理論よりも感覚で覚える方が性に合っている。
新しいおもちゃを与えられた楽しさにフィルは口の端を上げた。
〝空船〟までの距離が三分の一ほどに縮まった所で、轟音が響いた。
「っ!」
フィルは糸を蹴って横に飛ぶと、その足元を砲弾が通り過ぎた。
背後は気にする必要はないだろう。
甲板には、十数人ほどの姿を確認しつつ、展開した糸をジグザグに、跳ねるように渡って〝空船〟の上空に躍り出る。
砲撃の音がうるさい。
ちらり、と背後が見え、砲撃をすり抜けるように空を駆けるヒューストたちを視界の端に捕らえる。何もない虚空を走っていた。

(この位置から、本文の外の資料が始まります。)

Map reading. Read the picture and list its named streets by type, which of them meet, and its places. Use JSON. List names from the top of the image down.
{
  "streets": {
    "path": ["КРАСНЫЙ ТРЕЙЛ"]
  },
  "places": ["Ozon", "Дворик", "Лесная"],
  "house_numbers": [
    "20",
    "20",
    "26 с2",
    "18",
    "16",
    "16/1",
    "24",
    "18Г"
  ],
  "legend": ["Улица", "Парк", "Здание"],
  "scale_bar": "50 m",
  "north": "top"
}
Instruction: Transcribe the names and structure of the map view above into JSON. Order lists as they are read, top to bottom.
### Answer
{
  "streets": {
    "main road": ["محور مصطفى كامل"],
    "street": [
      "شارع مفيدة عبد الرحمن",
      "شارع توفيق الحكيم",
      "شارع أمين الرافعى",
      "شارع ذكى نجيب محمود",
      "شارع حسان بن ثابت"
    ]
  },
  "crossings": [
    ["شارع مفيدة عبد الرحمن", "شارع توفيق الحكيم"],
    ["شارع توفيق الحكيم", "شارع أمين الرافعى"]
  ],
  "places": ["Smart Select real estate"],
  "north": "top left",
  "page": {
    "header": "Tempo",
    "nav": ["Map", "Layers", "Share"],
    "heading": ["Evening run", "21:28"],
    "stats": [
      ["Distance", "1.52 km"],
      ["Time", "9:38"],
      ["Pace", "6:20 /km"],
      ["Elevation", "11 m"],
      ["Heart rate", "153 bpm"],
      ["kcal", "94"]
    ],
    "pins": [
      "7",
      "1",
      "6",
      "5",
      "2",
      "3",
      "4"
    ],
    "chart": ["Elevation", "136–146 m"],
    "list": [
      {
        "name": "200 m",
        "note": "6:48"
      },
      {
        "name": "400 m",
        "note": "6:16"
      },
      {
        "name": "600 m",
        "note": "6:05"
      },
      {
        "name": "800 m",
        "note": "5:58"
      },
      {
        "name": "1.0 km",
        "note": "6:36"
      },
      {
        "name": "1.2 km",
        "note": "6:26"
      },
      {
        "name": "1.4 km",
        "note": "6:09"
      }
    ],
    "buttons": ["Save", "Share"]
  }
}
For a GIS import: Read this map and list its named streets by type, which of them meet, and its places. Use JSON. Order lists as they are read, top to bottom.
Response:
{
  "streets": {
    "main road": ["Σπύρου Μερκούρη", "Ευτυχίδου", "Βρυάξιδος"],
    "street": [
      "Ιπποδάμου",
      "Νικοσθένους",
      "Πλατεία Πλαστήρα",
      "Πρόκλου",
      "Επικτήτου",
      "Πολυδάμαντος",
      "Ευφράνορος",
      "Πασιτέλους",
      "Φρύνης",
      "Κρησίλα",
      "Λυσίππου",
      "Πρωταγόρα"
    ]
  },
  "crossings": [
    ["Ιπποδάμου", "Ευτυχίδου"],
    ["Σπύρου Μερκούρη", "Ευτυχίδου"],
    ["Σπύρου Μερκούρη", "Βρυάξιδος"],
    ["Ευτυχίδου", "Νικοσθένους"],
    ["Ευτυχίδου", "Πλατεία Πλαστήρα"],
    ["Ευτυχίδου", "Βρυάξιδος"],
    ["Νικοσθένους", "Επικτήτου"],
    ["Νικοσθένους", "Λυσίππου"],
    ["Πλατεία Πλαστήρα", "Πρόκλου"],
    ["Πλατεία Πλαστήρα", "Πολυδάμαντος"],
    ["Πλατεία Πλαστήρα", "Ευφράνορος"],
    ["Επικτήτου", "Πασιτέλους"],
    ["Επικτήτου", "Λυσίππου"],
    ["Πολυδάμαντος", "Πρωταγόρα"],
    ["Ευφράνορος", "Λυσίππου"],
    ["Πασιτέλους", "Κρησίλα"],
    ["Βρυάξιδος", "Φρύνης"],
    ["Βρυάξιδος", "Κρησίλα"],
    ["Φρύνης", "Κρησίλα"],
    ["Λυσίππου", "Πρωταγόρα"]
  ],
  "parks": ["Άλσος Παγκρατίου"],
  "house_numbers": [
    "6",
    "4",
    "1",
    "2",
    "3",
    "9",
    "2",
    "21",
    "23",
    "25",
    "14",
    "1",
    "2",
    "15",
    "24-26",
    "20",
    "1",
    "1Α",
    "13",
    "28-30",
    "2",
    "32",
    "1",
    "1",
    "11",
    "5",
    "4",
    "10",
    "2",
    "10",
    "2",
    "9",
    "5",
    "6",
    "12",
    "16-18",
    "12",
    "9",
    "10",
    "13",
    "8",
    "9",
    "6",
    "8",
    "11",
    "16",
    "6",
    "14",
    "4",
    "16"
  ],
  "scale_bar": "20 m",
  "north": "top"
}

フィルは彼らに敵の意識が向いたことを肌で感じ、右手を払った。
眼下――ヒューストたちとは反対側の甲板にいる男たち数人に糸を絡みつかせた。鈍い手ごたえがある。
「っ!」
悲鳴が上がった。
船外――上空百メートルの空に投げ出された仲間を、呆然と見送る男たちの中に着地。
甲板上にいる敵の視線がフィルに集まり、その隙にヒューストたちが辿り着く。
「このっ――調子に乗るなぁっ!」
一人の怒声を皮切りに、我に返った男たちは臨戦態勢を取り、襲い掛かって来た。
「制圧しろ」
ヒューストの静かな命令に、警備部の面々も迎撃する。
フィルはヒューストに目で合図を送り、内部に通じるドアへ向かった。
目的は〝核〟の保護と船の破壊で、甲板に用はない。
勢いのままフィルはドアを蹴破り、中に足を踏み入れた。
――― どくんっ
と。床に触れた足先から、〝何か〟の脈動を感じた。